Just as many – perhaps most – of the people who followed Jesus around the countryside lost interest and wandered away once it was clear He would not become their General or King and rage against Rome for them, those today who pin their faith in Jesus on the expectation of a comfortable life will also fall away. When we accept Jesus as our Lord, we are not adding another decoration to our lives; Jesus becomes our life. We do not have to cast away everything we have and everything we do – some things, certainly: the sinful things – but we must change our focus so that we no longer do things for our own benefit. Not directly for our own benefit.
When we live for Jesus, what we do to serve Him and to honor Him benefits us too, but not always in a way we see right away. Sometimes we are storing up treasures in Heaven, where thieves do not break in and steal and moths and rust do not destroy (Matthew 6:19-20).

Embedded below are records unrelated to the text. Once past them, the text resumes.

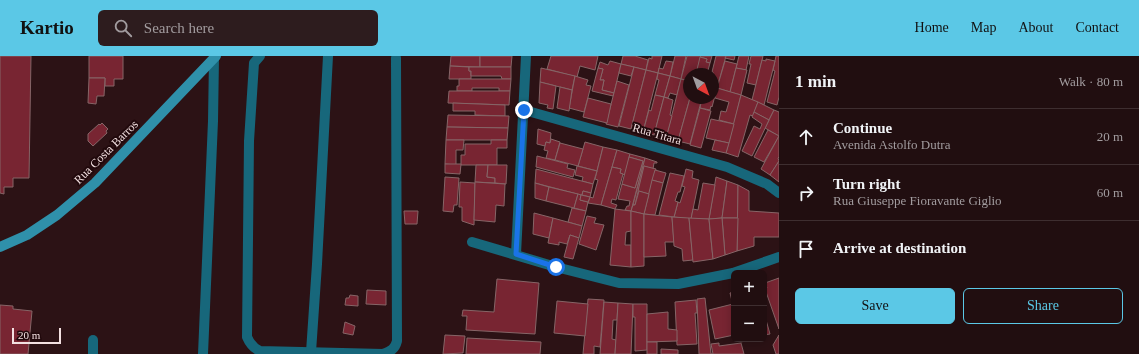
<!DOCTYPE html>
<meta charset="utf-8">
<style>
:root{--surface:#210e10;--page:#2d1c1e;--text:#f1f3f6;--muted:#a29c9f;--line:#3e2e30;--accent:#5bc8e6}
body{margin:0;font-family:"Times New Roman",serif;background:var(--page);color:var(--text)}
.controls{position:absolute;right:12px;bottom:12px;display:grid;overflow:hidden;border-radius:6px;box-shadow:0 2px 10px #0003}
.controls button{width:36px;height:36px;display:grid;place-items:center;padding:0;border:0;border-bottom:1px solid var(--line);background:var(--surface);color:var(--text);font:20px sans-serif}
.compass{position:absolute;left:683px;top:12px;width:36px;height:36px;border-radius:50%;background:var(--surface);box-shadow:0 2px 10px #0003;rotate:139deg}
.scale{position:absolute;left:12px;bottom:10px;width:49px;box-sizing:border-box;padding-left:4px;border:2px solid #f3e0e1;border-top:0;font-size:11px;line-height:14px;white-space:nowrap;color:#f3e0e1;-webkit-text-stroke:3px #21090c;paint-order:stroke}
.stop{position:absolute;width:12px;height:12px;margin:-9px;border:3px solid #1a73e8;border-radius:50%;background:#fff}
.stop.end{background:#1a73e8;border-color:#fff;box-shadow:0 1px 4px #0008}
.list{margin:0;padding:0;list-style:none}
h2{display:flex;justify-content:space-between;align-items:center;height:52px;margin:0;padding:0 16px;font-size:17px}
h2 small{font-size:13px;font-weight:400;color:var(--muted)}
.list li{display:grid;grid-template-columns:26px 1fr auto;gap:12px;align-items:center;box-sizing:border-box;height:56px;padding:0 16px;border-top:1px solid var(--line)}
.list b{display:block;font-size:15px;white-space:nowrap}
.list p{margin:0;font-size:13px;white-space:nowrap;color:var(--muted)}
.list em{font-size:13px;font-style:normal;color:var(--muted)}
.actions{display:flex;gap:8px;padding:12px 16px}
.actions a{flex:1;padding:9px 0;border:1px solid var(--accent);border-radius:6px;text-align:center;font-size:14px;color:var(--accent)}
.actions .main{background:var(--accent);color:#111}
.icon{flex:none;width:22px;height:22px;fill:none;stroke:currentColor;stroke-width:2;stroke-linecap:round;stroke-linejoin:round}
.map{position:relative;flex:none;width:779px;height:298px;overflow:hidden}
header{display:flex;align-items:center;gap:24px;box-sizing:border-box;height:56px;padding:0 20px;background:var(--accent);color:#111}
header strong{font-size:19px}
nav{display:flex;gap:22px;margin-inline-start:auto;font-size:14px}
.search{width:280px;height:36px;background:var(--page);display:flex;align-items:center;gap:10px;box-sizing:border-box;padding:0 14px;border-radius:6px;color:var(--muted);font-size:15px}
main{display:flex}
aside{flex:1;background:var(--surface)}
.map>svg:first-child{display:block}
.building{fill:#782532;stroke:#866567}
.lines{fill:none;stroke-linecap:round;stroke-linejoin:round}
.street{stroke:#17677b;stroke-width:10}
.secondary{stroke:#2f90aa;stroke-width:10}
.route{stroke:#1a73e8;stroke-width:5}
.labels{text-anchor:middle;dominant-baseline:central;stroke-width:4;stroke-linejoin:round;paint-order:stroke}
.street-label{font-size:12px;fill:#f3e0e1;stroke:#21090c}
</style>
<header>
<strong>Kartio</strong>
<div class="search"><svg class="icon" aria-label="search" viewBox="0 0 24 24"><circle cx="10" cy="10" r="6"/><path d="M15 15l6 6"/></svg>Search here</div>
<nav><a>Home</a><a>Map</a><a>About</a><a>Contact</a></nav>
</header>
<main>
<div class="map">
<svg width="779" height="298" viewBox="0 0 779 298">
<rect width="100%" height="100%" fill="#2c1215"/>
<g class="building">
<path d="M 0,0 L 31,0 L 29,122 L 13,122 L 13,131 L 4,131 L 4,138 L 0,137 Z"/>
<path d="M 89,0 L 123,0 L 123,23 L 114,23 L 114,30 L 105,30 L 105,22 L 89,22 Z"/>
<path d="M 451,0 L 480,0 L 480,11 L 450,10 Z"/>
<path d="M 480,0 L 512,0 L 511,11 L 480,11 Z"/>
<path d="M 551,0 L 598,0 L 595,14 L 580,10 L 577,21 L 547,13 Z"/>
<path d="M 623,0 L 635,0 L 648,4 L 646,14 L 621,8 Z"/>
<path d="M 652,0 L 662,0 L 658,17 L 646,14 L 649,2 L 652,3 Z"/>
<path d="M 675,0 L 686,0 L 681,23 L 670,20 Z"/>
<path d="M 687,0 L 701,0 L 696,18 L 689,18 L 689,25 L 681,23 Z"/>
<path d="M 701,0 L 712,0 L 710,7 L 706,6 L 707,3 L 700,1 Z"/>
<path d="M 716,0 L 726,0 L 717,32 L 713,31 L 713,16 L 712,16 Z"/>
<path d="M 726,0 L 735,0 L 734,4 L 725,2 Z"/>
<path d="M 739,0 L 749,0 L 746,14 L 736,12 Z"/>
<path d="M 751,0 L 763,0 L 756,29 L 747,27 L 751,8 L 749,8 Z"/>
<path d="M 776,0 L 779,0 L 779,41 L 777,49 L 767,46 L 775,15 L 773,14 Z"/>
<path d="M 700,1 L 707,3 L 706,6 L 710,7 L 707,18 L 696,18 Z"/>
<path d="M 766,3 L 775,5 L 764,49 L 752,44 L 762,4 L 766,5 Z"/>
<path d="M 610,5 L 621,8 L 614,37 L 602,34 L 604,24 L 600,24 L 603,13 L 598,12 L 600,6 L 608,9 Z"/>
<path d="M 666,5 L 673,6 L 670,20 L 658,17 L 659,12 L 663,13 Z"/>
<path d="M 725,5 L 737,8 L 730,36 L 717,32 Z"/>
<path d="M 621,8 L 634,11 L 631,20 L 619,17 Z"/>
<path d="M 450,10 L 469,11 L 469,15 L 471,15 L 471,23 L 449,23 Z"/>
<path d="M 469,11 L 511,11 L 511,23 L 502,23 L 501,20 L 471,20 L 471,15 L 469,15 Z"/>
<path d="M 634,11 L 646,14 L 631,73 L 619,70 Z"/>
<path d="M 541,12 L 575,20 L 572,34 L 540,26 Z"/>
<path d="M 598,12 L 603,13 L 600,24 L 604,24 L 602,34 L 614,37 L 613,40 L 592,35 Z"/>
<path d="M 736,12 L 747,14 L 741,39 L 730,36 Z"/>
<path d="M 646,14 L 658,17 L 643,76 L 631,73 Z"/>
<path d="M 658,17 L 670,20 L 664,41 L 655,39 L 659,24 L 657,23 Z"/>
<path d="M 575,20 L 588,24 L 586,29 L 591,30 L 584,56 L 569,52 Z"/>
<path d="M 670,20 L 681,23 L 677,39 L 670,37 L 668,42 L 664,41 Z"/>
<path d="M 89,22 L 105,22 L 104,40 L 97,40 L 96,48 L 88,47 Z"/>
<path d="M 459,23 L 511,23 L 510,35 L 499,35 L 499,32 L 472,32 L 472,35 L 457,35 L 457,30 L 459,30 Z"/>
<path d="M 681,23 L 689,25 L 690,42 L 678,85 L 666,82 Z"/>
<path d="M 617,25 L 629,29 L 618,71 L 606,68 Z"/>
<path d="M 540,26 L 556,30 L 553,53 L 547,52 L 548,49 L 539,47 Z"/>
<path d="M 560,31 L 572,34 L 569,55 L 557,52 Z"/>
<path d="M 713,31 L 717,32 L 712,51 L 711,50 L 710,54 L 700,52 L 702,42 L 713,42 Z"/>
<path d="M 717,32 L 741,39 L 734,68 L 719,64 L 721,55 L 726,56 L 729,46 L 715,42 Z"/>
<path d="M 449,35 L 510,35 L 509,49 L 448,47 Z"/>
<path d="M 655,39 L 664,41 L 654,79 L 643,76 L 649,54 L 651,55 Z"/>
<path d="M 741,39 L 758,46 L 753,60 L 750,59 L 738,101 L 726,97 Z"/>
<path d="M 664,41 L 673,44 L 670,59 L 672,60 L 666,82 L 654,79 Z"/>
<path d="M 588,42 L 611,48 L 607,67 L 583,61 Z"/>
<path d="M 690,42 L 702,42 L 690,88 L 678,85 Z"/>
<path d="M 758,46 L 774,54 L 769,64 L 754,56 Z"/>
<path d="M 453,47 L 505,49 L 505,60 L 475,59 L 475,55 L 453,55 Z"/>
<path d="M 700,52 L 711,55 L 701,92 L 690,89 Z"/>
<path d="M 774,54 L 779,56 L 779,80 L 765,72 Z"/>
<path d="M 754,56 L 769,64 L 752,100 L 742,95 L 754,70 L 760,73 L 762,68 L 752,61 Z"/>
<path d="M 448,59 L 509,60 L 508,72 L 447,71 Z"/>
<path d="M 711,63 L 734,68 L 729,87 L 706,82 Z"/>
<path d="M 102,67 L 108,73 L 106,75 L 107,77 L 93,90 L 88,85 L 88,78 L 99,68 L 100,69 Z"/>
<path d="M 447,71 L 508,72 L 507,84 L 446,84 Z"/>
<path d="M 538,73 L 551,77 L 550,87 L 546,86 L 545,90 L 537,88 Z"/>
<path d="M 768,74 L 779,80 L 764,106 L 754,101 Z"/>
<path d="M 779,80 L 779,101 L 778,102 L 779,105 L 770,119 L 761,113 Z"/>
<path d="M 551,83 L 560,86 L 555,104 L 546,102 L 548,95 L 544,94 L 546,86 L 550,87 Z"/>
<path d="M 446,84 L 464,84 L 463,94 L 456,94 L 456,109 L 445,108 Z"/>
<path d="M 491,84 L 507,84 L 507,92 L 497,92 L 497,109 L 461,109 L 461,99 L 465,99 L 465,88 L 491,88 Z"/>
<path d="M 715,84 L 729,87 L 726,97 L 712,94 Z"/>
<path d="M 585,86 L 603,91 L 597,115 L 578,110 Z"/>
<path d="M 560,87 L 583,93 L 578,110 L 555,104 Z"/>
<path d="M 603,91 L 617,94 L 601,149 L 588,147 L 590,141 L 593,142 L 598,124 L 595,123 Z"/>
<path d="M 617,94 L 630,98 L 625,119 L 620,117 L 621,113 L 612,111 Z"/>
<path d="M 630,98 L 645,102 L 631,155 L 625,154 L 627,150 L 629,150 L 630,145 L 618,143 L 622,128 L 635,132 L 643,105 L 629,101 Z"/>
<path d="M 537,100 L 568,108 L 567,112 L 575,114 L 573,121 L 536,111 Z"/>
<path d="M 629,101 L 643,105 L 635,132 L 622,128 Z"/>
<path d="M 645,102 L 657,106 L 657,107 L 654,107 L 653,113 L 644,110 L 635,149 L 633,149 Z"/>
<path d="M 779,105 L 779,126 L 770,119 Z"/>
<path d="M 445,108 L 461,108 L 460,118 L 445,117 Z"/>
<path d="M 476,109 L 488,109 L 487,121 L 495,122 L 495,127 L 475,126 Z"/>
<path d="M 488,109 L 507,109 L 506,128 L 495,127 L 495,122 L 487,121 Z"/>
<path d="M 577,110 L 597,115 L 593,128 L 582,125 L 583,121 L 575,119 Z"/>
<path d="M 644,110 L 656,113 L 649,138 L 638,135 Z"/>
<path d="M 612,111 L 621,113 L 620,117 L 623,118 L 616,144 L 612,143 L 611,147 L 617,149 L 615,153 L 601,149 Z"/>
<path d="M 536,113 L 593,128 L 591,137 L 583,135 L 582,139 L 581,139 L 535,127 Z"/>
<path d="M 686,113 L 693,115 L 692,122 L 699,124 L 691,163 L 674,161 L 678,146 L 680,147 L 685,131 L 682,130 Z"/>
<path d="M 655,114 L 666,117 L 663,127 L 652,124 Z"/>
<path d="M 670,117 L 684,120 L 680,136 L 678,136 L 675,145 L 678,146 L 674,161 L 659,159 Z"/>
<path d="M 445,121 L 459,122 L 457,149 L 454,149 L 453,156 L 443,155 Z"/>
<path d="M 716,121 L 727,125 L 722,162 L 709,163 Z"/>
<path d="M 652,124 L 663,127 L 655,159 L 644,158 Z"/>
<path d="M 727,125 L 738,129 L 738,162 L 722,162 Z"/>
<path d="M 460,126 L 475,127 L 474,169 L 462,165 L 462,151 L 459,151 Z"/>
<path d="M 475,126 L 505,128 L 504,150 L 496,149 L 495,166 L 474,164 Z"/>
<path d="M 535,127 L 549,131 L 546,145 L 535,142 Z"/>
<path d="M 703,127 L 715,129 L 709,163 L 691,163 L 693,153 L 698,154 Z"/>
<path d="M 738,129 L 749,135 L 749,155 L 779,157 L 779,181 L 754,181 L 754,190 L 737,195 Z"/>
<path d="M 549,131 L 578,138 L 574,152 L 546,145 Z"/>
<path d="M 583,135 L 591,137 L 590,141 L 582,139 Z"/>
<path d="M 639,135 L 649,138 L 644,158 L 631,155 L 633,149 L 635,149 Z"/>
<path d="M 578,138 L 581,139 L 580,144 L 588,146 L 586,155 L 574,152 Z"/>
<path d="M 581,139 L 590,141 L 588,146 L 580,144 Z"/>
<path d="M 572,152 L 586,155 L 582,170 L 568,166 Z"/>
<path d="M 615,153 L 631,155 L 631,175 L 626,176 L 625,189 L 631,189 L 631,211 L 610,209 Z"/>
<path d="M 404,155 L 418,155 L 417,168 L 405,168 Z"/>
<path d="M 631,155 L 644,158 L 644,210 L 631,211 Z"/>
<path d="M 534,157 L 553,162 L 549,182 L 533,178 Z"/>
<path d="M 644,158 L 672,161 L 674,186 L 665,186 L 666,200 L 644,201 Z"/>
<path d="M 587,160 L 596,162 L 594,167 L 604,169 L 596,194 L 579,188 Z"/>
<path d="M 672,161 L 689,162 L 693,204 L 683,205 L 682,193 L 674,190 Z"/>
<path d="M 553,162 L 582,170 L 579,182 L 570,179 L 567,188 L 559,186 L 559,189 L 548,187 Z"/>
<path d="M 689,162 L 709,163 L 713,203 L 693,206 Z"/>
<path d="M 722,162 L 738,162 L 737,195 L 725,199 Z"/>
<path d="M 722,162 L 725,199 L 713,203 L 709,163 Z"/>
<path d="M 570,179 L 579,182 L 573,203 L 564,201 Z"/>
<path d="M 779,222 L 779,273 L 765,233 L 767,232 L 765,227 Z"/>
<path d="M 497,223 L 539,227 L 535,278 L 466,274 L 467,260 L 462,260 L 463,254 L 494,256 Z"/>
<path d="M 367,234 L 386,235 L 386,249 L 366,248 Z"/>
<path d="M 734,236 L 734,253 L 730,237 Z"/>
<path d="M 350,239 L 358,240 L 358,250 L 345,249 L 346,242 L 349,242 Z"/>
<path d="M 705,242 L 711,298 L 713,298 L 699,298 L 697,243 Z"/>
<path d="M 588,243 L 604,244 L 600,291 L 594,290 L 594,298 L 583,298 Z"/>
<path d="M 696,244 L 697,257 L 695,257 L 697,288 L 677,289 L 675,246 Z"/>
<path d="M 557,245 L 588,248 L 585,280 L 554,277 Z"/>
<path d="M 604,246 L 618,247 L 617,264 L 613,264 L 612,283 L 616,284 L 615,298 L 600,298 Z"/>
<path d="M 618,247 L 633,248 L 631,298 L 615,298 Z"/>
<path d="M 633,248 L 647,248 L 647,294 L 635,295 L 635,261 L 633,261 Z"/>
<path d="M 733,248 L 734,279 L 715,283 L 709,254 Z"/>
<path d="M 0,249 L 13,250 L 13,253 L 32,255 L 28,298 L 0,298 Z"/>
<path d="M 668,256 L 668,273 L 677,274 L 677,285 L 647,286 L 647,258 Z"/>
<path d="M 764,257 L 770,278 L 764,279 Z"/>
<path d="M 345,266 L 355,270 L 353,279 L 343,277 Z"/>
<path d="M 445,279 L 465,280 L 463,297 L 443,298 Z"/>
<path d="M 779,279 L 779,298 L 776,298 L 773,289 Z"/>
<path d="M 467,282 L 541,286 L 540,298 L 466,298 Z"/>
<path d="M 740,283 L 752,283 L 741,286 Z"/>
<rect x="647" y="286" width="10" height="12"/>
<path d="M 719,287 L 719,290 L 741,287 L 744,298 L 713,298 L 711,288 Z"/>
<path d="M 661,293 L 678,294 L 678,298 L 661,298 Z"/>
</g>
<g class="lines">
<g class="street">
<path d="M 260,0 L 254,7 L 249,85 L 247,281 C 250,288 253,292 260,295 L 383,298 C 391,295 395,293 397,285 L 396,2"/>
<path d="M 524,54 L 727,111 L 767,128 L 779,137"/>
<path d="M 472,186 L 556,211 L 619,227 L 678,228 L 733,217 L 779,201"/>
<path d="M 516,198 L 526,0"/>
<path d="M 311,296 L 317,208 L 328,0"/>
<path d="M 93,298 L 93,284"/>
<path d="M 203,298 L 213,65 L 214,2"/>
</g>
<path class="secondary" d="M 0,191 L 27,179 L 57,159 L 95,127 L 216,0"/>
</g>
<g class="lines">
<path class="route" d="M 524,54 L 516,198 L 556,211"/>
</g>
<g class="labels">
<g class="street-label">
<text transform="translate(657 78) rotate(16)">Rua Titara</text>
<text transform="translate(106 96) rotate(-45)">Rua Costa Barros</text>
</g>
</g>
</svg>
<div class="controls">
<button>+</button>
<button>−</button>
</div>
<svg class="compass" viewBox="-18 -18 36 36"><path d="M0-13l5 13h-10z" fill="#e53935"/><path d="M0 13l5-13h-10z" fill="#a29c9f"/></svg>
<div class="scale">20 m</div>
<div class="stop" style="left:556px;top:211px"></div>
<div class="stop end" style="left:524px;top:54px"></div>
</div>
<aside>
<h2>1 min<small>Walk · 80 m</small></h2>
<ul class="list">
<li><svg class="icon" aria-label="ahead" viewBox="0 0 24 24"><path d="M12 20V5M6 11l6-6 6 6"/></svg><div><b>Continue</b><p>Avenida Astolfo Dutra</p></div><em>20 m</em></li>
<li><svg class="icon" aria-label="right" viewBox="0 0 24 24"><path d="M7 20v-9h11M14 6l5 5-5 5"/></svg><div><b>Turn right</b><p>Rua Giuseppe Fioravante Giglio</p></div><em>60 m</em></li>
<li><svg class="icon" aria-label="arrive" viewBox="0 0 24 24"><path d="M6 21V4h12l-3 4 3 4H6"/></svg><div><b>Arrive at destination</b></div></li>
</ul>
<div class="actions"><a class="main">Save</a><a>Share</a></div>
</aside>
</main>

Like the man about to build a tower and the King considering going to war, we need to take stock of ourselves: are we willing to follow Jesus and follow-through, or are we just curious to see what all the excitement is about? Jesus promises us abundant life, a life of peace and contentment. He does not promise us a life OF abundance, but abundant life. The peace and contentment we who follow Jesus have is not because we never go through the fires of life, but because Jesus is there in the fire with us when we do.
Revelation 3:16 tells us that few things are as distasteful to God as a lukewarm Christian. Christianity is not a hat we wear on Sunday, it is our skin. It has to be who we ARE, not something we talk about once in a while.
Did you count the cost of discipleship before you committed? Does the way you’re living now make you a tepid cup of coffee in the hands of God? If so, turn up the heat. Get into your Bible again. Start with 1 John. Take what you read to heart and let it fuel
your passion. The more you apply, the more you will learn. The more you learn, the more you will love. The more you love, the better your life in Christ gets. In the end, the cost of discipleship is not so steep, for the return is an eternity with God.
Jesus rose from His grave and returned to Heaven to prepare a place for those willing to count the cost and follow Him. The price of admission, the cost of discipleship, is meager compared to the benefit.